Physiology and Pathophysiology 2
CHS-PAS-5031-AB (First year, spring semester) | Lecture | 2.50 credits
This course is the second of three sequential courses that provides instruction in the normal physiology and pathophysiology of disease. The course integrates basic science concepts related to cellular physiology, histology, biochemistry, pathology, genetics and immunology. The normal physiologic changes associated with pregnancy are also explored. Diagnostic modalities are introduced where applicable. Organ system modules are aligned with those in the Clinical Medicine 2 and Pharmacology 2 courses.

Physiology and Pathophysiology 3
CHS-PAS-5032-AB (Second year, summer term) | Lecture | 2.00 credits
This course is the third of three sequential courses that provides instruction in the normal physiology and pathophysiology of.  The course integrates basic science concepts related to cellular physiology, histology, biochemistry, pathology, genetics and immunology. The normal physiologic changes associated with aging are also explored. Diagnostic modalities are introduced where applicable. Organ system modules are aligned with those in the Clinical Medicine 3 and Pharmacology 3 courses.

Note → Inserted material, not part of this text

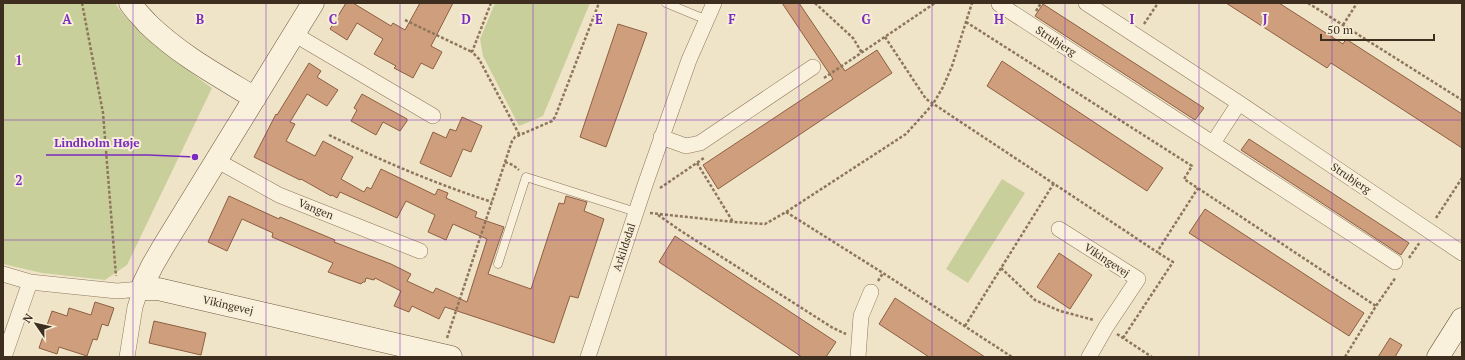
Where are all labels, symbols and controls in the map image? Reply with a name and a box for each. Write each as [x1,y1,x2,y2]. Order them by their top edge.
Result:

Pharmacology and Clinical Therapeutics 1
CHS-PAS-5040-AB (First year, fall semester) | Lecture | 2.00 credits

The first of three courses in Pharmacology and Clinical Therapeutics, this course introduces students to the general principles of pharmacology and the application of these principles to patient care situations. Students learn the principles of pharmacokinetics and pharmacodynamics, pharmacogenetics, dosage forms and dose-response relationships. Classes of pharmaceuticals will be studied, with a focus on the mechanisms of drug action in different therapeutic classes, drug side effects and drug-drug interactions, the interaction of drugs with the disease state under treatment, polypharmacy, and reputable sources of information about drugs. The classes of pharmaceuticals parallel the body system being studied in Clinical Medicine 1.

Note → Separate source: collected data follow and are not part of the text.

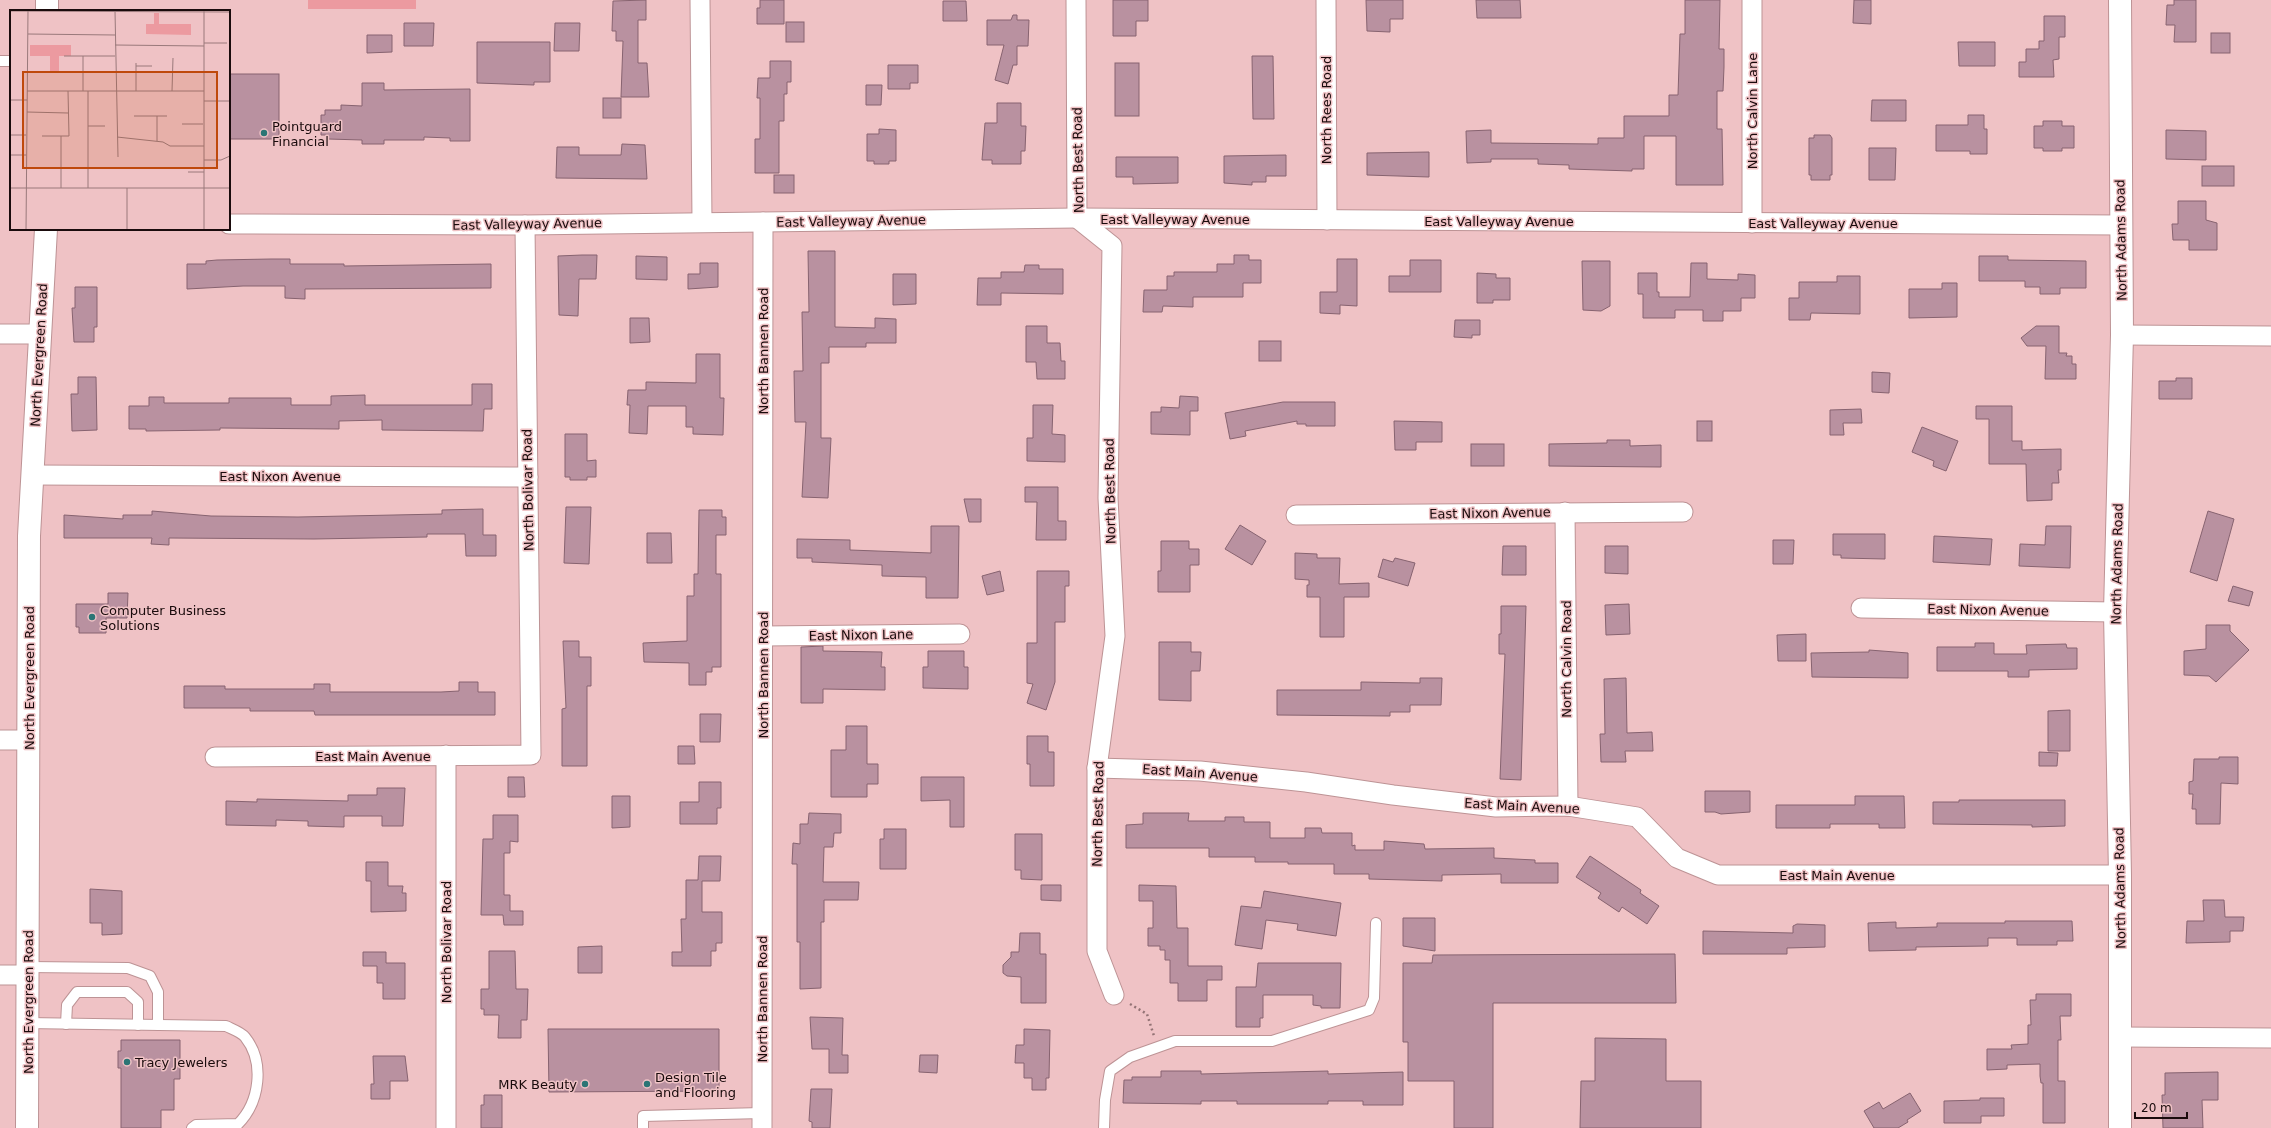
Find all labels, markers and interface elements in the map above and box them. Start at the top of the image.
inset map [10,10,230,230]
street label: North Calvin Lane [1745,53,1760,169]
street label: North Rees Road [1319,56,1334,164]
street label: North Best Road [1070,107,1086,213]
place label: Pointguard Financial [272,119,342,149]
marker: Pointguard Financial [259,128,269,138]
street label: North Adams Road [2112,179,2130,301]
street label: East Valleyway Avenue [776,212,926,230]
street label: East Valleyway Avenue [1100,212,1250,227]
street label: East Valleyway Avenue [1424,214,1574,229]
street label: East Valleyway Avenue [452,215,602,233]
street label: East Valleyway Avenue [1748,216,1898,231]
street label: North Evergreen Road [28,283,50,427]
street label: North Bannen Road [756,288,771,414]
street label: North Bolivar Road [519,429,537,551]
street label: North Best Road [1102,438,1118,544]
street label: East Nixon Avenue [219,469,341,484]
street label: North Adams Road [2108,503,2126,625]
street label: East Nixon Avenue [1429,504,1551,522]
street label: North Calvin Road [1559,600,1574,718]
street label: East Nixon Avenue [1927,601,2049,619]
place label: Computer Business Solutions [100,603,226,633]
street label: North Evergreen Road [22,606,37,750]
marker: Computer Business Solutions [87,612,97,622]
street label: North Bannen Road [756,612,771,738]
street label: East Nixon Lane [809,627,913,643]
street label: East Main Avenue [315,749,431,764]
street label: North Best Road [1090,761,1106,867]
street label: East Main Avenue [1142,761,1258,785]
street label: East Main Avenue [1464,795,1580,817]
street label: North Adams Road [2111,827,2129,949]
street label: East Main Avenue [1779,868,1895,883]
street label: North Bolivar Road [439,881,454,1003]
street label: North Evergreen Road [21,930,36,1074]
street label: North Bannen Road [755,936,770,1062]
place label: Tracy Jewelers [134,1055,228,1070]
marker: Tracy Jewelers [122,1057,132,1067]
place label: Design Tile and Flooring [655,1070,736,1100]
place label: MRK Beauty [498,1077,577,1092]
marker: MRK Beauty [580,1079,590,1089]
marker: Design Tile and Flooring [642,1079,652,1089]
scale bar [2135,1094,2187,1120]
text: 20 m [2141,1101,2172,1115]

Pharmacology and Clinical Therapeutics 2 
CHS-PAS-5041-AA (First year, spring semester) | Lecture | 2.00 credits

This is the second of three courses in Pharmacology and Clinical Therapeutics. Students are introduced to the general principles of pharmacology and the application of these principles to patient care situations. Students learn the principles of pharmacokinetics, pharmacodynamics and pharmacogenetics.  It provides an overview of dosage formulations and dose-response relationships. Instruction related to a drug’s mechanism of action, side effects, toxicity and contraindications. Drug interactions and polypharmacy will also be reviewed. The classes of pharmaceuticals parallel the body system being studied in Clinical Medicine 2.

Pharmacology and Clinical Therapeutics 3 
CHS-PAS-5042-AA (First year, summer term) | Lecture | 1.50 credits
The third of three courses in Pharmacology and Clinical Therapeutics, this course will introduce students to the general principles of pharmacology and the application of these principles to patient care situations. Students learn the principles of pharmacokinetics, pharmacodynamics and pharmacogenetics.  This course provides an overview of dosage formulations and dose-response relationships.  Instruction related to a drug’s mechanism of action, side effects, toxicity is provided. Drug interactions and polypharmacy will also be reviewed. The classes of pharmaceuticals parallel the body system being studied in Clinical Medicine 3.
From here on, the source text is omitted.